Inverse-RLignment: Large Language Model Alignment from Demonstrations through Inverse Reinforcement Learning
This addresses the problem of aligning LLMs more efficiently and effectively for developers and users, though it appears incremental as it builds on existing reinforcement learning frameworks.
The paper tackles the challenge of aligning Large Language Models (LLMs) for safety and utility by introducing Alignment from Demonstrations (AfD), which uses high-quality demonstration data to overcome issues like noisy labels and high costs in existing preference-based methods, and demonstrates strong empirical performance on Harmless and Helpful tasks.

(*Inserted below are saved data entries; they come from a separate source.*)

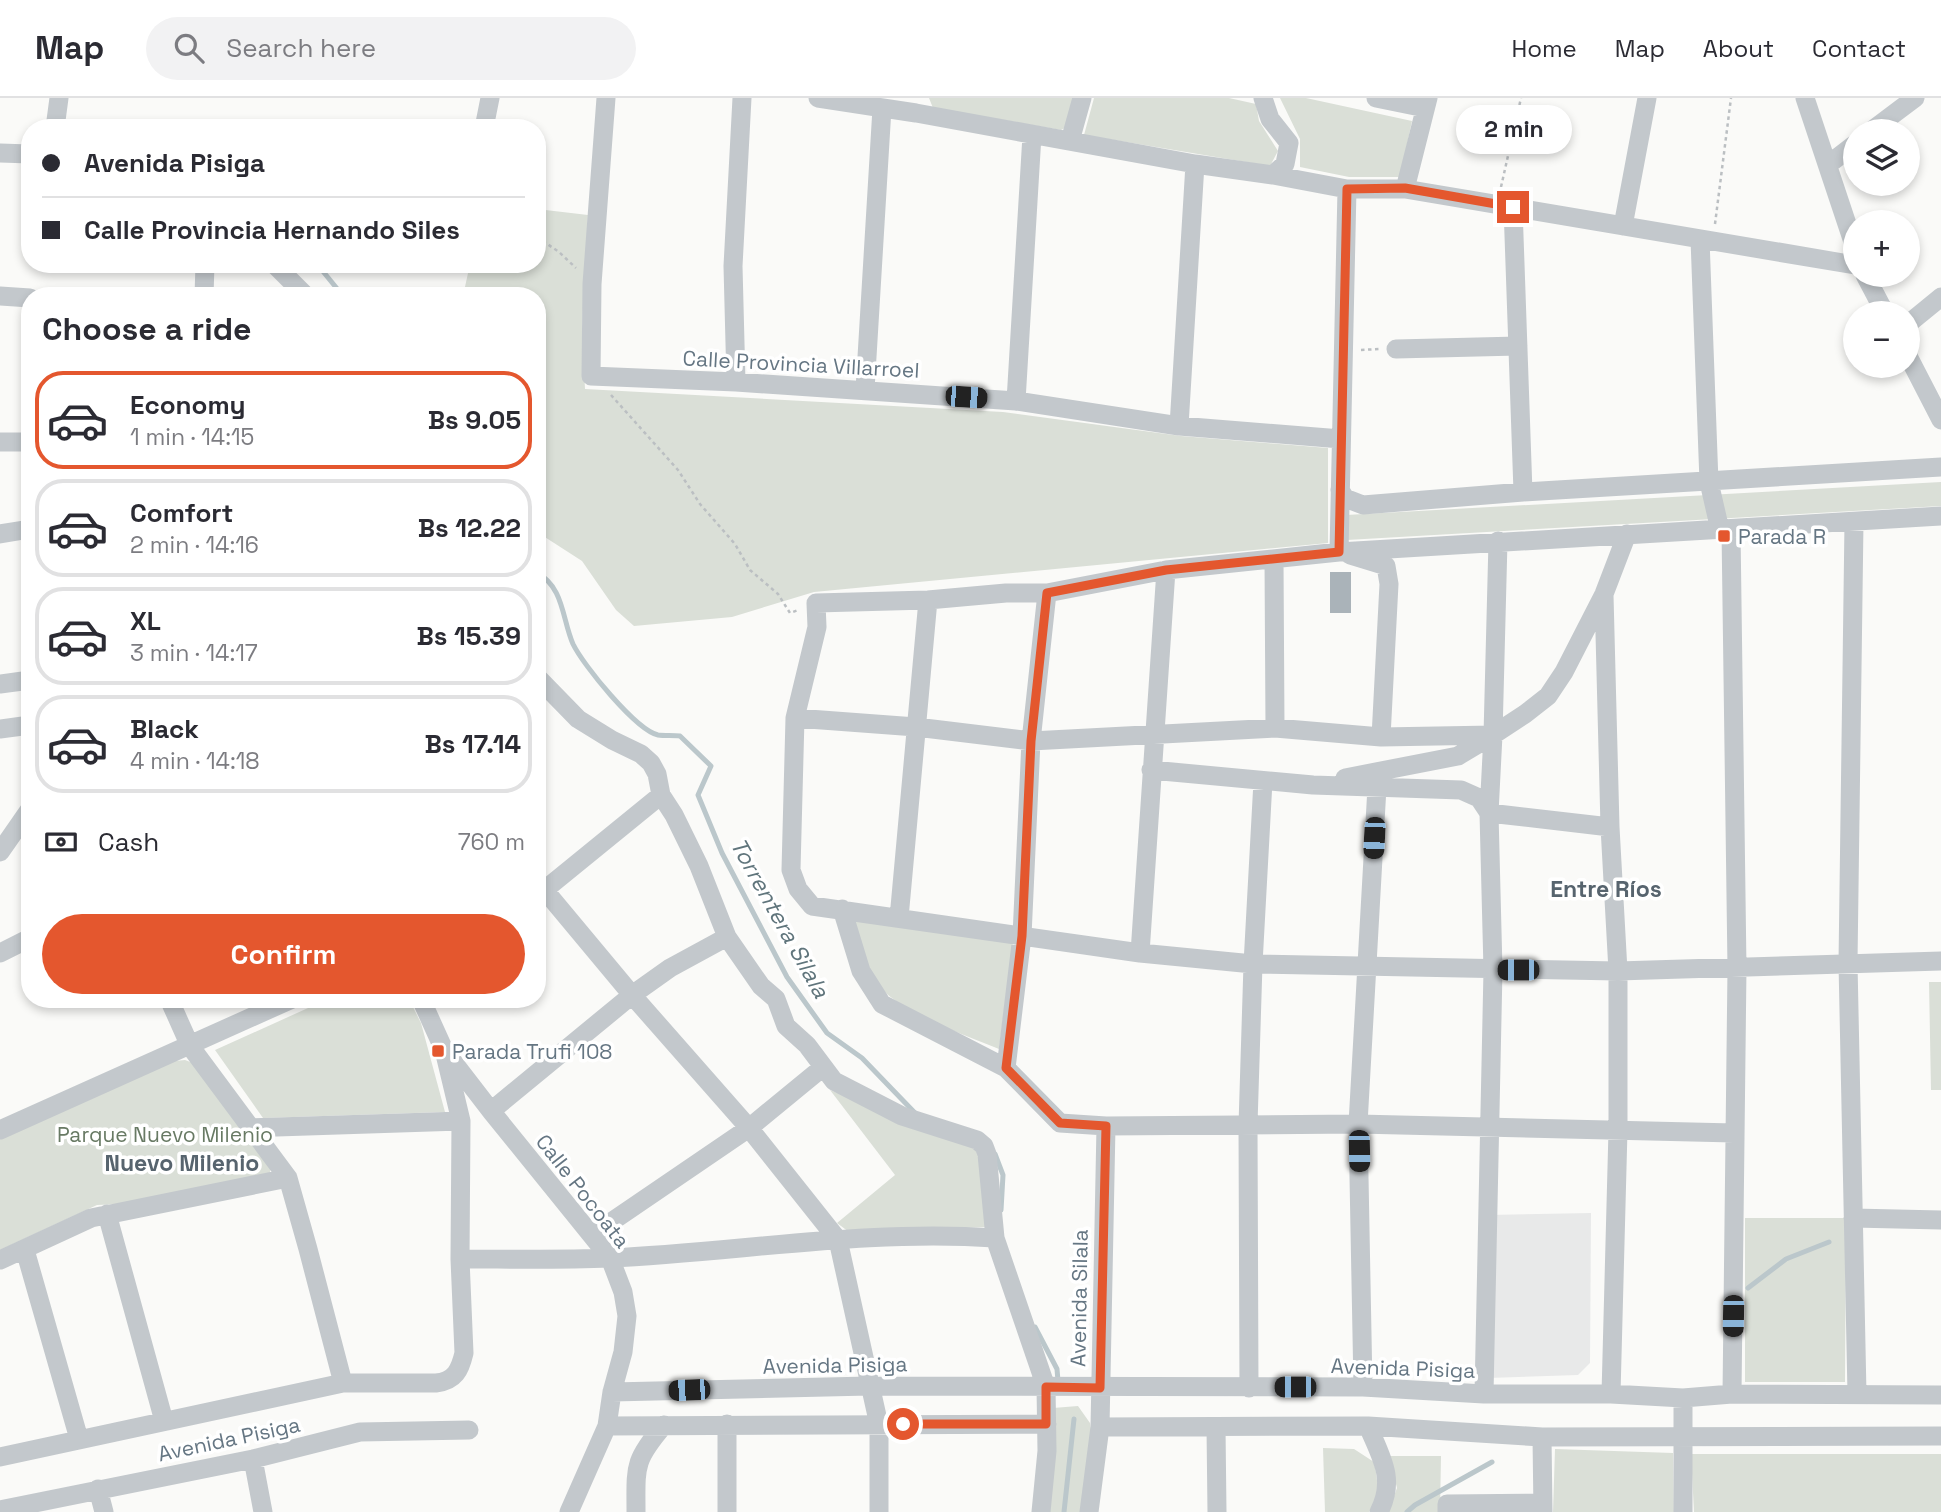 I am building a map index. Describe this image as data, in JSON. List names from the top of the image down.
{
  "streets": {
    "street": [
      "Calle Provincia Villarroel",
      "Calle Pocoata",
      "Avenida Silala",
      "Avenida Pisiga"
    ]
  },
  "crossings": [
    ["Calle Pocoata", "Avenida Pisiga"],
    ["Avenida Silala", "Avenida Pisiga"]
  ],
  "districts": ["Entre Ríos", "Nuevo Milenio"],
  "water": ["Torrentera Silala"],
  "parks": ["Parque Nuevo Milenio"],
  "places": {
    "transit": ["Parada R", "Parada Trufi 108"]
  },
  "page": {
    "header": "Map",
    "search": "Search here",
    "nav": [
      "Home",
      "Map",
      "About",
      "Contact"
    ],
    "bubble": "2 min",
    "map_buttons": ["+", "−"],
    "banner": ["Avenida Pisiga", "Calle Provincia Hernando Siles"],
    "heading": "Choose a ride",
    "list": [
      {
        "name": "Economy",
        "note": "1 min · 14:15",
        "value": "Bs 9.05"
      },
      {
        "name": "Comfort",
        "note": "2 min · 14:16",
        "value": "Bs 12.22"
      },
      {
        "name": "XL",
        "note": "3 min · 14:17",
        "value": "Bs 15.39"
      },
      {
        "name": "Black",
        "note": "4 min · 14:18",
        "value": "Bs 17.14"
      }
    ],
    "pay": ["Cash", "760 m"],
    "buttons": "Confirm"
  }
} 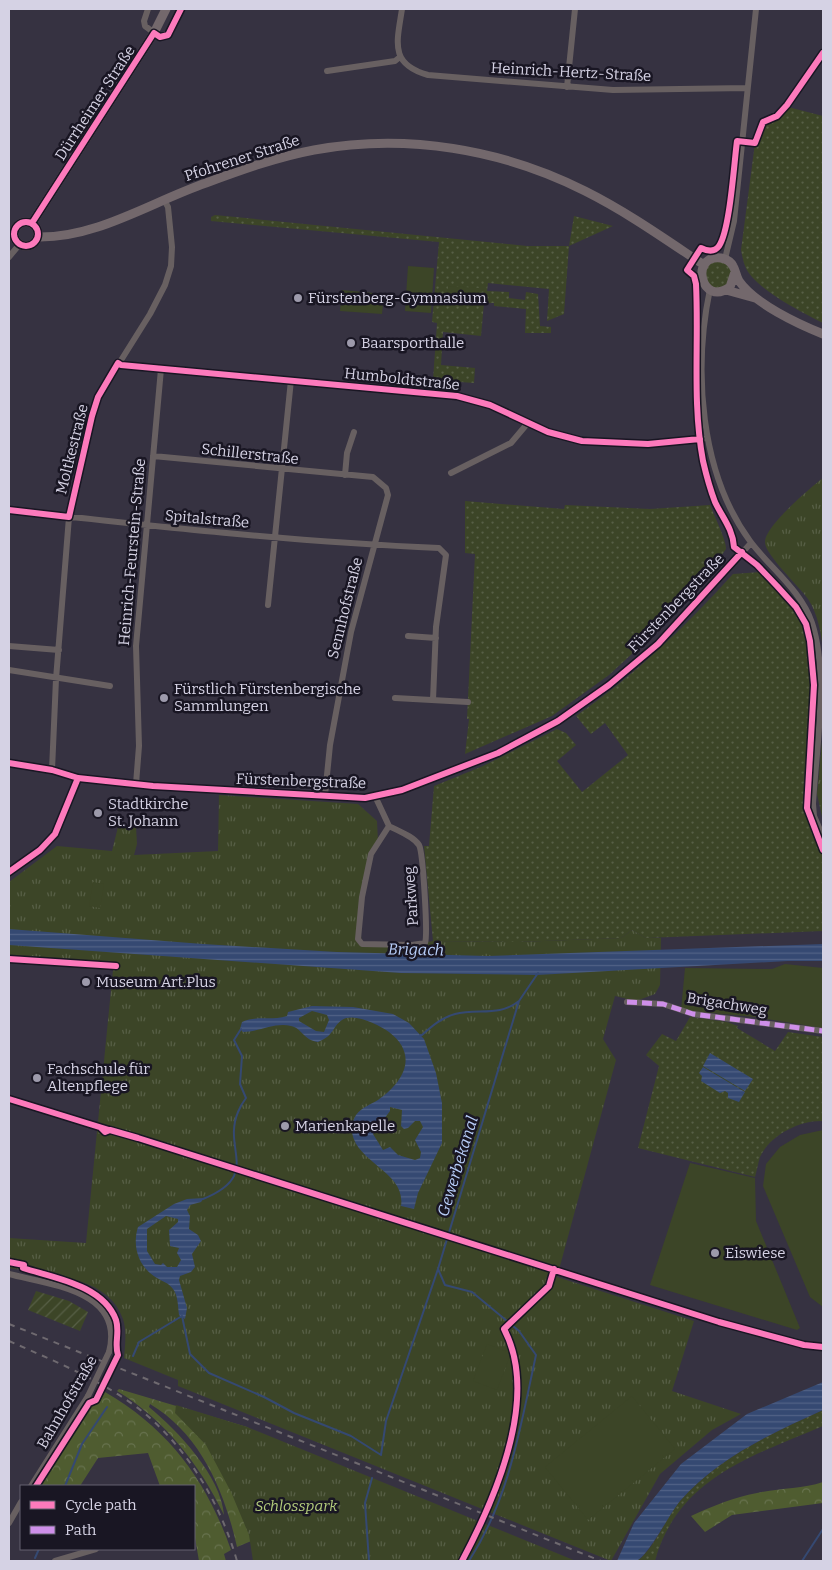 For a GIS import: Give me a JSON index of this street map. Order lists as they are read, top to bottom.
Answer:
{
  "streets": {
    "main road": ["Dürrheimer Straße", "Pfohrener Straße"],
    "street": [
      "Heinrich-Hertz-Straße",
      "Humboldtstraße",
      "Moltkestraße",
      "Schillerstraße",
      "Spitalstraße",
      "Heinrich-Feurstein-Straße",
      "Fürstenbergstraße",
      "Sennhofstraße",
      "Parkweg",
      "Brigachweg",
      "Bahnhofstraße"
    ]
  },
  "crossings": [
    ["Dürrheimer Straße", "Pfohrener Straße"],
    ["Pfohrener Straße", "Moltkestraße"],
    ["Humboldtstraße", "Moltkestraße"],
    ["Humboldtstraße", "Heinrich-Feurstein-Straße"],
    ["Moltkestraße", "Spitalstraße"],
    ["Moltkestraße", "Fürstenbergstraße"],
    ["Schillerstraße", "Heinrich-Feurstein-Straße"],
    ["Schillerstraße", "Sennhofstraße"],
    ["Spitalstraße", "Heinrich-Feurstein-Straße"],
    ["Spitalstraße", "Sennhofstraße"],
    ["Heinrich-Feurstein-Straße", "Fürstenbergstraße"],
    ["Fürstenbergstraße", "Sennhofstraße"]
  ],
  "water": ["Brigach", "Gewerbekanal"],
  "parks": ["Schlosspark"],
  "places": [
    "Fürstenberg-Gymnasium",
    "Baarsporthalle",
    "Fürstlich Fürstenbergische Sammlungen",
    "Stadtkirche St. Johann",
    "Museum Art.Plus",
    "Fachschule für Altenpflege",
    "Marienkapelle",
    "Eiswiese"
  ],
  "legend": ["Cycle path", "Path"]
}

Aligning Large Language Models (LLMs) is crucial for enhancing their safety and utility. However, existing methods, primarily based on preference datasets, face challenges such as noisy labels, high annotation costs, and privacy concerns. In this work, we introduce Alignment from Demonstrations (AfD), a novel approach leveraging high-quality demonstration data to overcome these challenges. We formalize AfD within a sequential decision-making framework, highlighting its unique challenge of missing reward signals. Drawing insights from forward and inverse reinforcement learning, we introduce divergence minimization objectives for AfD. Analytically, we elucidate the mass-covering and mode-seeking behaviors of various approaches, explaining when and why certain methods are superior. Practically, we propose a computationally efficient algorithm that extrapolates over a tailored reward model for AfD. We validate our key insights through experiments on the Harmless and Helpful tasks, demonstrating their strong empirical performance while maintaining simplicity.